Task objective —
All the data should be printed again exactly as written.
━━━━━ Extracted material ━━━━━
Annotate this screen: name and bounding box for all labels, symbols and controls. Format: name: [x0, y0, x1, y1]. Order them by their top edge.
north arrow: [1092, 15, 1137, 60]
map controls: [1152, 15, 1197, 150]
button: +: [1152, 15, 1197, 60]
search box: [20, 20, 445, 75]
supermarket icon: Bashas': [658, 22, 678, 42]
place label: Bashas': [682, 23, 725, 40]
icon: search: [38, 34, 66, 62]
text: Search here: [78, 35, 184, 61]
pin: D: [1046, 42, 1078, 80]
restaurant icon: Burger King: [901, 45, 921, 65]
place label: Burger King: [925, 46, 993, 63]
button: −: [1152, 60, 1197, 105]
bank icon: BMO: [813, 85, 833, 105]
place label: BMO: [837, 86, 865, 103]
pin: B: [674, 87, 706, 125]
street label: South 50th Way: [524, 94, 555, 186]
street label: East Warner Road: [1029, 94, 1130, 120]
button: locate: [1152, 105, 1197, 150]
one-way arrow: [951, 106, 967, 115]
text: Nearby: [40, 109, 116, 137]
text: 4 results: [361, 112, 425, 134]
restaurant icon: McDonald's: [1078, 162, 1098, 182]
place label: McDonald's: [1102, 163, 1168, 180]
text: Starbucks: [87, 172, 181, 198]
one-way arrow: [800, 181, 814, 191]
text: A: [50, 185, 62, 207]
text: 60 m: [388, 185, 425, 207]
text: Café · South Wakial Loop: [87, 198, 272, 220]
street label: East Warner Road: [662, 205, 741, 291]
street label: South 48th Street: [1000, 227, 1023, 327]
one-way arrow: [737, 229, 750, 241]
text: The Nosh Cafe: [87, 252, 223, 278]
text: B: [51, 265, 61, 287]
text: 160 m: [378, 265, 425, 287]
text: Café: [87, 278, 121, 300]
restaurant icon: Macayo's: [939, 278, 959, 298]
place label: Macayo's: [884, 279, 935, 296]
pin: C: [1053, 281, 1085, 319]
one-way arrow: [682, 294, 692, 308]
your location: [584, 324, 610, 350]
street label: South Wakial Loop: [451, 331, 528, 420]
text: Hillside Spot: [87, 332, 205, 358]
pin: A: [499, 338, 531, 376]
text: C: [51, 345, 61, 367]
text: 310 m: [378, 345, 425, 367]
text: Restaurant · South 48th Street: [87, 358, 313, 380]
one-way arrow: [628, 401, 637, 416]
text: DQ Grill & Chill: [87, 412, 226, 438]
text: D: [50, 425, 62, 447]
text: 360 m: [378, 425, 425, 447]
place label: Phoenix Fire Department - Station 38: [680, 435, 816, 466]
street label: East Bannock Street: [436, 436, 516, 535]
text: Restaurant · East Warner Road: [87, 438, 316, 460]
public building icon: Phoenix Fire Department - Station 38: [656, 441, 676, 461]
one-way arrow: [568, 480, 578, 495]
━━━━━
Output of the task —
Annotate this screen: name and bounding box for all labels, symbols and controls. Format: name: [x0, y0, x1, y1]. Order them by their top edge.
north arrow: [1092, 15, 1137, 60]
map controls: [1152, 15, 1197, 150]
button: +: [1152, 15, 1197, 60]
search box: [20, 20, 445, 75]
supermarket icon: Bashas': [658, 22, 678, 42]
place label: Bashas': [682, 23, 725, 40]
icon: search: [38, 34, 66, 62]
text: Search here: [78, 35, 184, 61]
pin: D: [1046, 42, 1078, 80]
restaurant icon: Burger King: [901, 45, 921, 65]
place label: Burger King: [925, 46, 993, 63]
button: −: [1152, 60, 1197, 105]
bank icon: BMO: [813, 85, 833, 105]
place label: BMO: [837, 86, 865, 103]
pin: B: [674, 87, 706, 125]
street label: South 50th Way: [524, 94, 555, 186]
street label: East Warner Road: [1029, 94, 1130, 120]
button: locate: [1152, 105, 1197, 150]
one-way arrow: [951, 106, 967, 115]
text: Nearby: [40, 109, 116, 137]
text: 4 results: [361, 112, 425, 134]
restaurant icon: McDonald's: [1078, 162, 1098, 182]
place label: McDonald's: [1102, 163, 1168, 180]
text: Starbucks: [87, 172, 181, 198]
one-way arrow: [800, 181, 814, 191]
text: A: [50, 185, 62, 207]
text: 60 m: [388, 185, 425, 207]
text: Café · South Wakial Loop: [87, 198, 272, 220]
street label: East Warner Road: [662, 205, 741, 291]
street label: South 48th Street: [1000, 227, 1023, 327]
one-way arrow: [737, 229, 750, 241]
text: The Nosh Cafe: [87, 252, 223, 278]
text: B: [51, 265, 61, 287]
text: 160 m: [378, 265, 425, 287]
text: Café: [87, 278, 121, 300]
restaurant icon: Macayo's: [939, 278, 959, 298]
place label: Macayo's: [884, 279, 935, 296]
pin: C: [1053, 281, 1085, 319]
one-way arrow: [682, 294, 692, 308]
your location: [584, 324, 610, 350]
street label: South Wakial Loop: [451, 331, 528, 420]
text: Hillside Spot: [87, 332, 205, 358]
pin: A: [499, 338, 531, 376]
text: C: [51, 345, 61, 367]
text: 310 m: [378, 345, 425, 367]
text: Restaurant · South 48th Street: [87, 358, 313, 380]
one-way arrow: [628, 401, 637, 416]
text: DQ Grill & Chill: [87, 412, 226, 438]
text: D: [50, 425, 62, 447]
text: 360 m: [378, 425, 425, 447]
place label: Phoenix Fire Department - Station 38: [680, 435, 816, 466]
street label: East Bannock Street: [436, 436, 516, 535]
text: Restaurant · East Warner Road: [87, 438, 316, 460]
public building icon: Phoenix Fire Department - Station 38: [656, 441, 676, 461]
one-way arrow: [568, 480, 578, 495]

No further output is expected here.